I spent all day in God's Word today. I took my children to a conference where we studied the Hebrew roots of certain words in the Bible and Hebrew meanings of certain principles. I went with a teachable spirit and I came away full to overflowing, knowing one thing for certain...
I was wrong.
I have probably never been so affected by one day's teaching of God's Word than I was today. The class was about the Hebrew mind vs. the Greek mindset, of which I thought I already had a fairly good grasp. I was shocked to learn that I still think with a Greek mindset; we all probably do. Brad Scott, of wildbranch.org methodically undermined all my beliefs today; well, not all - but close!
I should give you a little background first, before you think I am one who is easily swayed to the latest teaching or tickling of ears - I am not! For seven years of my Christian life, God had us in an Assembly of God church. I am Reformed now, but I've never had the doctrines and theology of Assembly of God, even while we attended there. Yet we knew that God wanted us there for a season (a very long one!). That is where He taught us to be Bereans, diligently studying God's Word after the sermon each Sunday and Friday, to see whether these things be true. We developed a very strong biblical foundation in those years, searching out the truths of God's Word for ourselves.
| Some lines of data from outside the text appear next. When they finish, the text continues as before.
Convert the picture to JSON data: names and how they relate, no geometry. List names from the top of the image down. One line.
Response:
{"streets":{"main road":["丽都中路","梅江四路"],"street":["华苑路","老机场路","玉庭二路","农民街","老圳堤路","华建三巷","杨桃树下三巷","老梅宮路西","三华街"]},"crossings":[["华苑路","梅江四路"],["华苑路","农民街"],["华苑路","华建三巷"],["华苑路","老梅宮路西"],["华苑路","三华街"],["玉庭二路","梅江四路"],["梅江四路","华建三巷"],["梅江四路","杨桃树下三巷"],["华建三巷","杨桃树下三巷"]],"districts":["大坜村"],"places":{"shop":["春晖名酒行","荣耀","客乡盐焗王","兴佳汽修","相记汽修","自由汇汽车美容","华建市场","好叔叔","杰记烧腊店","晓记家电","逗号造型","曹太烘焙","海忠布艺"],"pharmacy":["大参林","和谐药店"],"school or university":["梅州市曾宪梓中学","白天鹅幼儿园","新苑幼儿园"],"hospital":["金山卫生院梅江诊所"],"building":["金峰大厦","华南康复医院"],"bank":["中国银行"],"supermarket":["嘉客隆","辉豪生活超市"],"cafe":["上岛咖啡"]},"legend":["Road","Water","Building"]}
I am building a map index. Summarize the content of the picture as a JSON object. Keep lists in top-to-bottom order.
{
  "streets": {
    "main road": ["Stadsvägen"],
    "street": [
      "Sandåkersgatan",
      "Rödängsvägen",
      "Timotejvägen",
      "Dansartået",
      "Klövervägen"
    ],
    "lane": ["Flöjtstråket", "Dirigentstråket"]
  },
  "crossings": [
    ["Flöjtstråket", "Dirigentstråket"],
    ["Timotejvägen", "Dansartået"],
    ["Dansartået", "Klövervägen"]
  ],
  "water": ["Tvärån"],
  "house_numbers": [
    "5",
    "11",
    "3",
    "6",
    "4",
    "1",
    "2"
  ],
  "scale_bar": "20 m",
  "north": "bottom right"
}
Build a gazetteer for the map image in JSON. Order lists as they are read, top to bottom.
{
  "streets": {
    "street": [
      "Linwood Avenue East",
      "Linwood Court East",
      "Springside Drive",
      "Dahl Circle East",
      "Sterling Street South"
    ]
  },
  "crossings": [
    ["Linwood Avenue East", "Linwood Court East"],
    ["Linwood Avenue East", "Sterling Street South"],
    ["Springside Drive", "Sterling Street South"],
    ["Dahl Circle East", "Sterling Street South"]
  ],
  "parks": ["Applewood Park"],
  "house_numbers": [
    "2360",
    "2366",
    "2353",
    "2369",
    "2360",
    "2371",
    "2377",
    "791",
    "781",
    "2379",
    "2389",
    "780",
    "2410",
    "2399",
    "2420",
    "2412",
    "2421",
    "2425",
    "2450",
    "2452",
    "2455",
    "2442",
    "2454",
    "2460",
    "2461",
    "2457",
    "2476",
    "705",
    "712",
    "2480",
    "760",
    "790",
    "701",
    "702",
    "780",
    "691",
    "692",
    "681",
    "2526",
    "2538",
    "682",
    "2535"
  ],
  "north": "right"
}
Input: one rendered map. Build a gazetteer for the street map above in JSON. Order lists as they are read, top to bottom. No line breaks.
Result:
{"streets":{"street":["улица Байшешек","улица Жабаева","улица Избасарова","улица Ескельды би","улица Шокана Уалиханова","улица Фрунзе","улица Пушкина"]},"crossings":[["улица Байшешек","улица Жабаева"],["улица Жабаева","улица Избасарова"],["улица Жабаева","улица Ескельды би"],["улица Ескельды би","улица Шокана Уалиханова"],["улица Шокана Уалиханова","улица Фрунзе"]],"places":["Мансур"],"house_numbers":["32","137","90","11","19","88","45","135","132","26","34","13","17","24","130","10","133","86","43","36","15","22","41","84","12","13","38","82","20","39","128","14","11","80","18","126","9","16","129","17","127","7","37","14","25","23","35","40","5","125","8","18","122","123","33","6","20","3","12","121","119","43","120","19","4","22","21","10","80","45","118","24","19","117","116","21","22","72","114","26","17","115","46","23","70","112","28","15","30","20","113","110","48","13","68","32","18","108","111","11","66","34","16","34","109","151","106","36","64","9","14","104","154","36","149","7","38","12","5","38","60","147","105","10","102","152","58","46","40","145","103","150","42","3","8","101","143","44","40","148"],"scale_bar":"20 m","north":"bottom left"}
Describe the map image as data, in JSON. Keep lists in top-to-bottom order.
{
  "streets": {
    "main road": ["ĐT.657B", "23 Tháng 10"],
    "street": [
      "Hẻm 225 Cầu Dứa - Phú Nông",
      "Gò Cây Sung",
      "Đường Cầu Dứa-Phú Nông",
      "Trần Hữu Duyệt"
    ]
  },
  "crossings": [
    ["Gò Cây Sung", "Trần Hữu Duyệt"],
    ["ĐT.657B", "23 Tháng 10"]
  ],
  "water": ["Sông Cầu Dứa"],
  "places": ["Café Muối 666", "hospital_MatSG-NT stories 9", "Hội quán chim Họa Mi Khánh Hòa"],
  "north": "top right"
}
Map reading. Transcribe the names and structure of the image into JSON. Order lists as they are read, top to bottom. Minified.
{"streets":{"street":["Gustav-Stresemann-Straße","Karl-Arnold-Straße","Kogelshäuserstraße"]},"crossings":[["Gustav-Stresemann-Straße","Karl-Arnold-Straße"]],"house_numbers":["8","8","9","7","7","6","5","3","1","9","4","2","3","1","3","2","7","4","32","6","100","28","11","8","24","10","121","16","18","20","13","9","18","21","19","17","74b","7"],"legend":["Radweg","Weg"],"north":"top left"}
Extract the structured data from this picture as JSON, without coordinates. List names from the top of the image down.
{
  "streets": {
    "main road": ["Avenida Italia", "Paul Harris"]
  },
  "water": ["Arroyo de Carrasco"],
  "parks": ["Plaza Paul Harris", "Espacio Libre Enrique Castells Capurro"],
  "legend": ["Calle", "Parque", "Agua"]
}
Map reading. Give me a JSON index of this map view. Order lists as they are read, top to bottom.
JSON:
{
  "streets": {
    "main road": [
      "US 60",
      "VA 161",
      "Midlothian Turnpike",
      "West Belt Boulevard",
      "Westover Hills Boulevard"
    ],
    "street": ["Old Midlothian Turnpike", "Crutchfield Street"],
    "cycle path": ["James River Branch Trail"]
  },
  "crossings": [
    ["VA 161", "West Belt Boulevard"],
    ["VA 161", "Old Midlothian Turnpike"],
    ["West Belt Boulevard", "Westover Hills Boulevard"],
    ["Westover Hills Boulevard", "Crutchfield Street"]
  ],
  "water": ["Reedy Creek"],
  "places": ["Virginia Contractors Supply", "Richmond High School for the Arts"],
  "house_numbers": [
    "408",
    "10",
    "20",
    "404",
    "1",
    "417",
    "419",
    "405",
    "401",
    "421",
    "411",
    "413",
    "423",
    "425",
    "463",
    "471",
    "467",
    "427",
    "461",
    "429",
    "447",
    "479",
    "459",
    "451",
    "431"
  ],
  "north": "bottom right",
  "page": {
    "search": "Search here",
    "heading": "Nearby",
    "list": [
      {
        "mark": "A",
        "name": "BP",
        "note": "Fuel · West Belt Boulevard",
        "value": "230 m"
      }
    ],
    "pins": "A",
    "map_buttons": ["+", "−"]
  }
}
I then went to a Reformed church for 5 years, but Reformed doesn't necessarily meaned "Reformed" (lots of variations here) and I discovered that the Bible didn't say what I was being taught from the pulpit once again. I was so firm in my stance on God's Word, I was willing to risk excommunication for it. So, you see, I am not one who is easily swayed by man's teaching.
There was so much that I learned today that I can't possibly share it all here, so I will just share a nugget or two with you. I've been having a conversation lately about eschatological viewpoints (what we believe about the end times). I've read a book about four different views on Revelation, studied Revelation somewhat in depth myself, and heard several different viewpoints, coming to the conclusion that I have no conclusion. I saw value and truth in each perspective, yet I needed to choose just one, didn't I?
Here is where I learned one of many differences between Greek and Hebrew thinking. Greek thinking puts everything in a box: there is only one right interpretation of Scripture; my method of systematic theology is the right one and everyone else is wrong. I have often said that God has at least two different meanings of everything in Scripture, but I still haven't gone far from the Greek mindset. Hebrew thinking uses a method called Open Block logic, which says that there are four different, yet compatible, interpretations of each verse. Now, before you think I've totally gone off my rocker this time, I will attempt to explain a very complicated pattern, very simply. I hope I can do this justice. Here are the four different interpretations:
1. Literal interpretation - what we see on the surface, the basic facts of the gospel message, what each word literally says, although I'm sure this view would take into account the fact that we need to recognize the genre of literature being used, such as poetry using similes and metaphors, for example. The Hebrew meaning of this viewpoint is "to strip off your clothes, to be out front, in the open, everything exposed." Most Christians (dispensationalists, evangelicals, fundamentals) would agree with this thinking.
2. Here we go a little deeper into the more profound, looking for clear implications. This is often used in prophecy, but can be used in other situations as well. The example was given of Ps. 34:7 "The angel of the LORD encamps all around those who fear Him, And delivers them." While this verse has extremely rich meaning, which I will go into in a later post, we can infer from this, as an example, that the angel of the Lord does NOT encamp around those who do not fear Him. (You'll understand why this is important in my next post or so about this.)
3. Search diligently (almost a desperate, panicked search) for what pertains to me.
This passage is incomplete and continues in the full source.